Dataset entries
'''

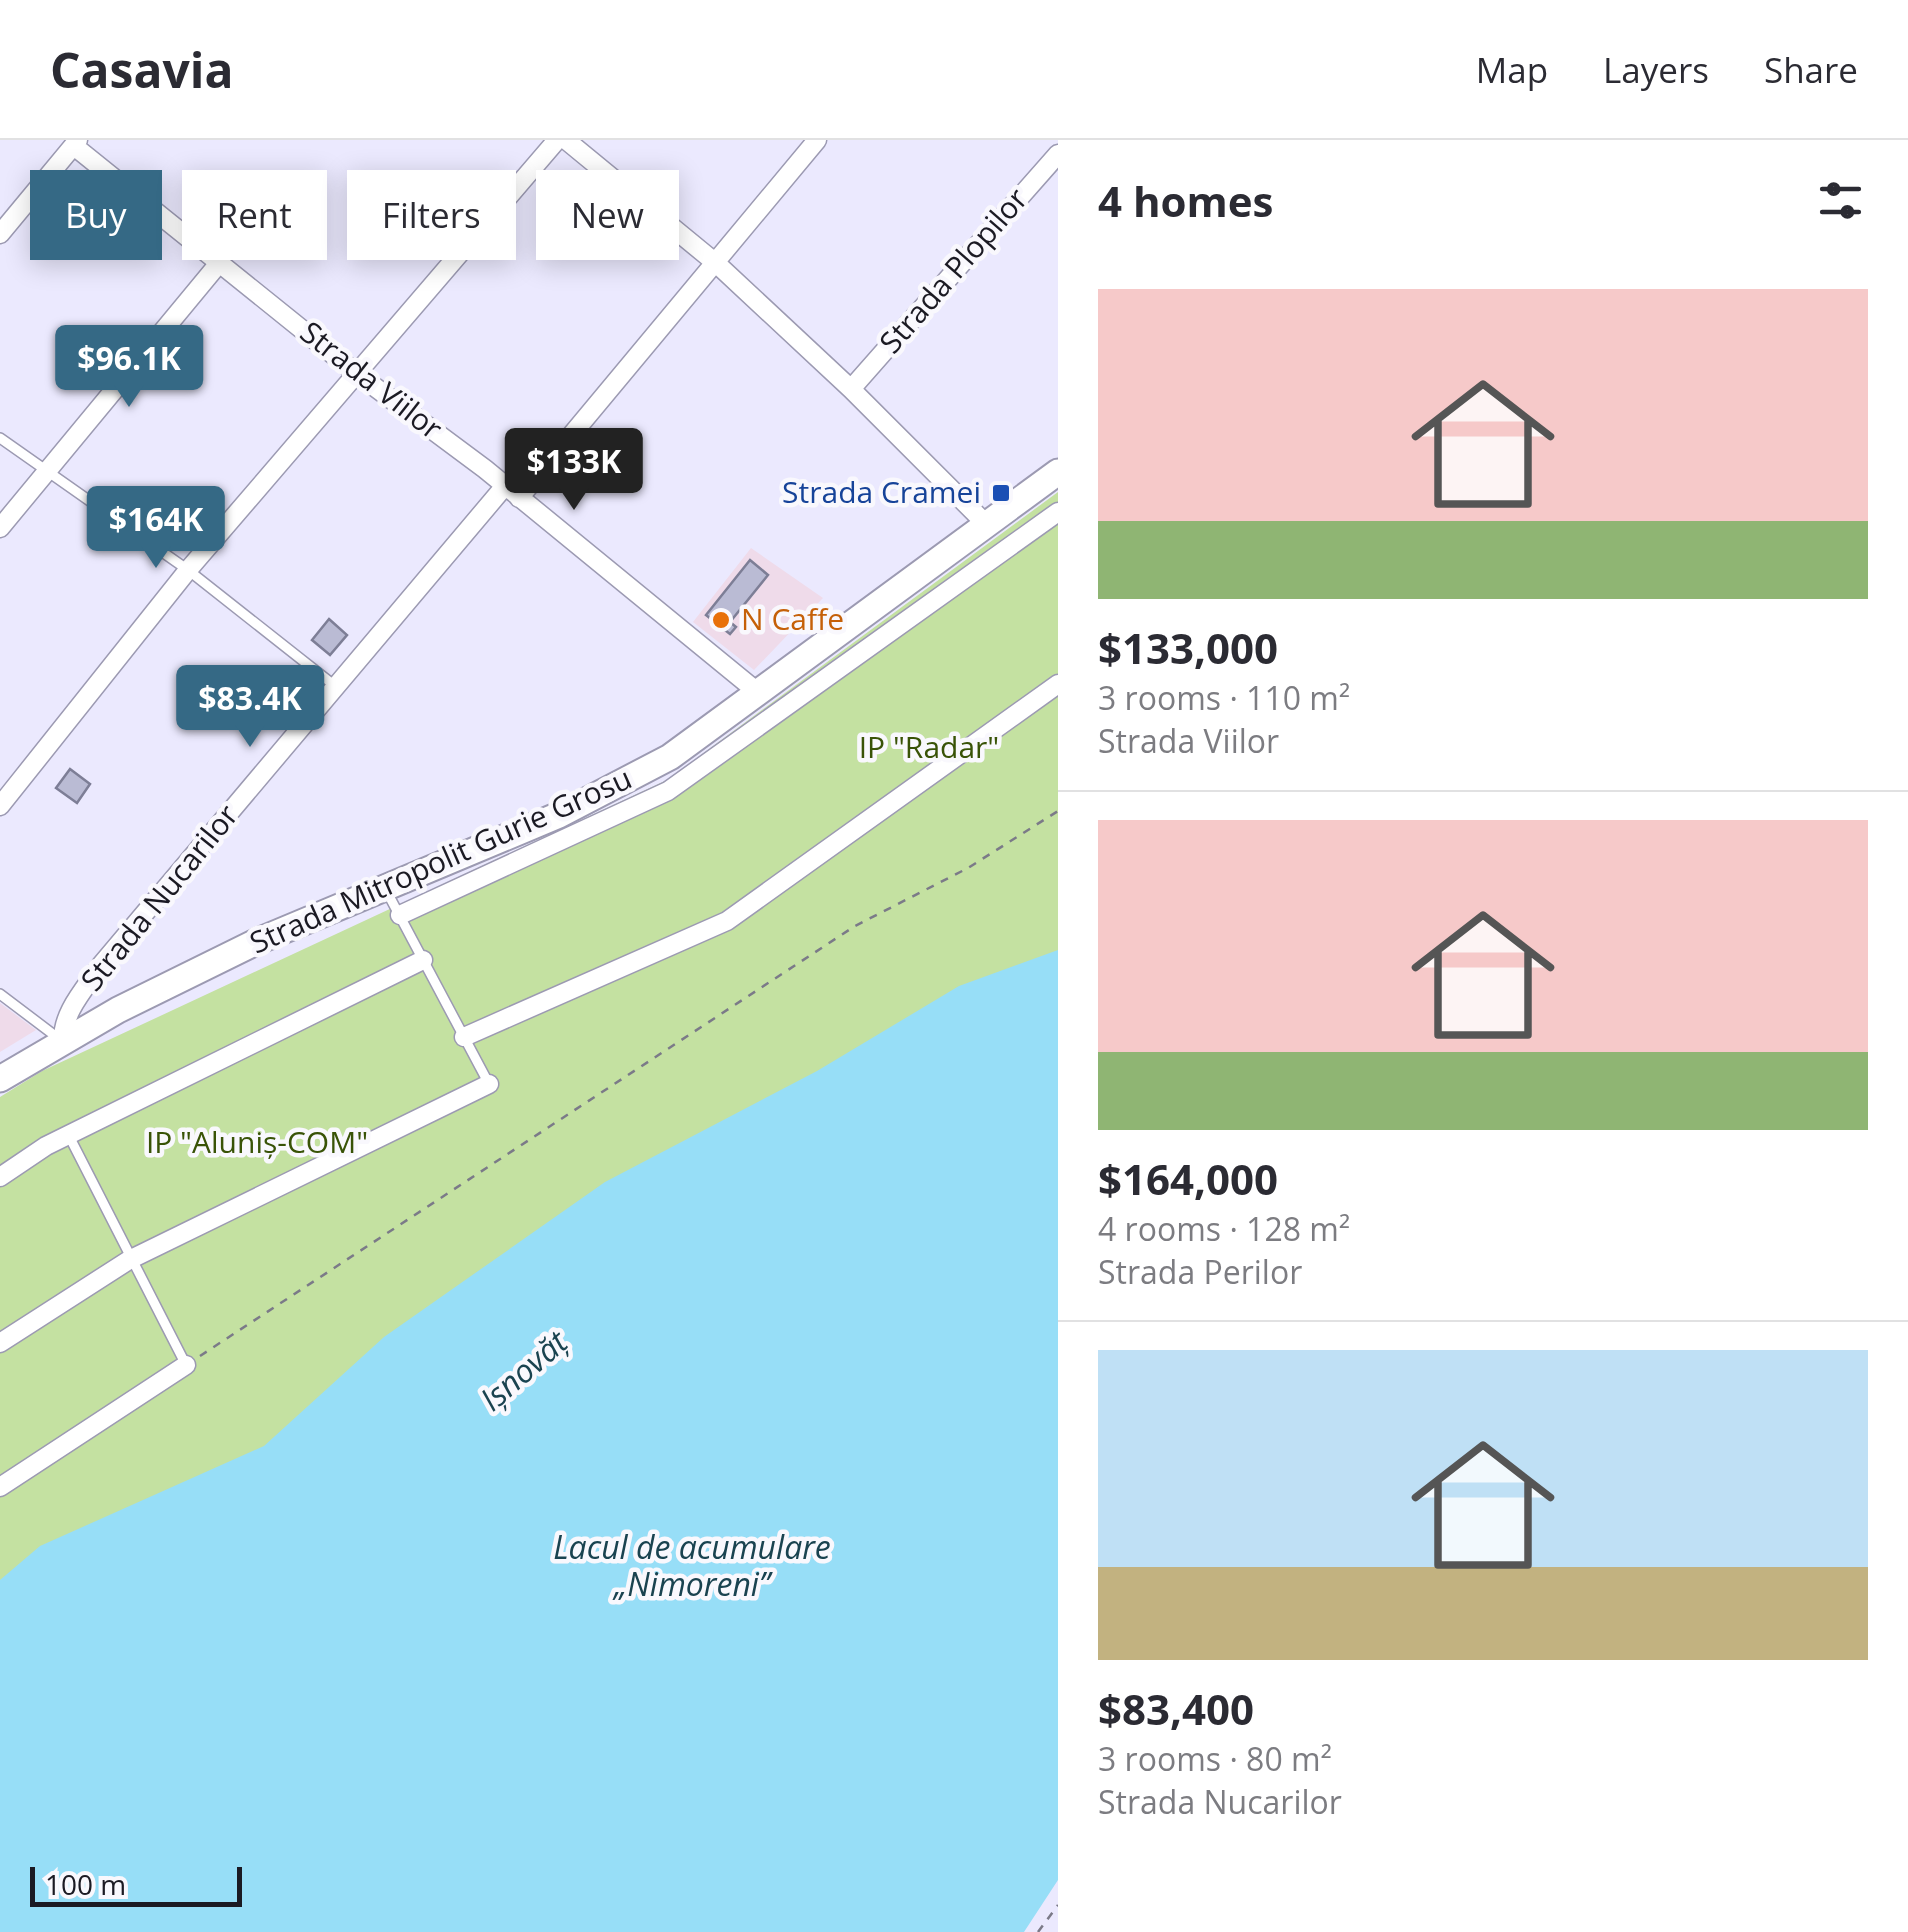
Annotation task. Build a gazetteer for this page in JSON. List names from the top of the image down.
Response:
{
  "streets": {
    "main road": ["Strada Mitropolit Gurie Grosu"],
    "street": ["Strada Plopilor", "Strada Viilor", "Strada Nucarilor"]
  },
  "crossings": [
    ["Strada Viilor", "Strada Mitropolit Gurie Grosu"],
    ["Strada Viilor", "Strada Nucarilor"],
    ["Strada Mitropolit Gurie Grosu", "Strada Nucarilor"]
  ],
  "water": ["Ișnovăț", "Lacul de acumulare „Nimoreni”"],
  "parks": ["IP \"Radar\"", "IP \"Aluniș-COM\""],
  "places": {
    "transit": ["Strada Cramei"],
    "other": ["N Caffe"]
  },
  "scale_bar": "100 m",
  "page": {
    "header": "Casavia",
    "nav": ["Map", "Layers", "Share"],
    "heading": "4 homes",
    "chip": [
      "Buy",
      "Rent",
      "Filters",
      "New"
    ],
    "list": [
      {
        "name": "$133,000",
        "note": "3 rooms · 110 m² · Strada Viilor"
      },
      {
        "name": "$164,000",
        "note": "4 rooms · 128 m² · Strada Perilor"
      },
      {
        "name": "$83,400",
        "note": "3 rooms · 80 m² · Strada Nucarilor"
      }
    ],
    "price": [
      "$96.1K",
      "$133K",
      "$164K",
      "$83.4K"
    ],
    "scale": "100 m"
  }
}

'''

=== YOUR INSTRUCTIONS ===
All of the entries above should be retyped exactly, with the pictures left out.

=== EXERCISE ANSWER ===
Annotation task. Build a gazetteer for this page in JSON. List names from the top of the image down.
Response:
{
  "streets": {
    "main road": ["Strada Mitropolit Gurie Grosu"],
    "street": ["Strada Plopilor", "Strada Viilor", "Strada Nucarilor"]
  },
  "crossings": [
    ["Strada Viilor", "Strada Mitropolit Gurie Grosu"],
    ["Strada Viilor", "Strada Nucarilor"],
    ["Strada Mitropolit Gurie Grosu", "Strada Nucarilor"]
  ],
  "water": ["Ișnovăț", "Lacul de acumulare „Nimoreni”"],
  "parks": ["IP \"Radar\"", "IP \"Aluniș-COM\""],
  "places": {
    "transit": ["Strada Cramei"],
    "other": ["N Caffe"]
  },
  "scale_bar": "100 m",
  "page": {
    "header": "Casavia",
    "nav": ["Map", "Layers", "Share"],
    "heading": "4 homes",
    "chip": [
      "Buy",
      "Rent",
      "Filters",
      "New"
    ],
    "list": [
      {
        "name": "$133,000",
        "note": "3 rooms · 110 m² · Strada Viilor"
      },
      {
        "name": "$164,000",
        "note": "4 rooms · 128 m² · Strada Perilor"
      },
      {
        "name": "$83,400",
        "note": "3 rooms · 80 m² · Strada Nucarilor"
      }
    ],
    "price": [
      "$96.1K",
      "$133K",
      "$164K",
      "$83.4K"
    ],
    "scale": "100 m"
  }
}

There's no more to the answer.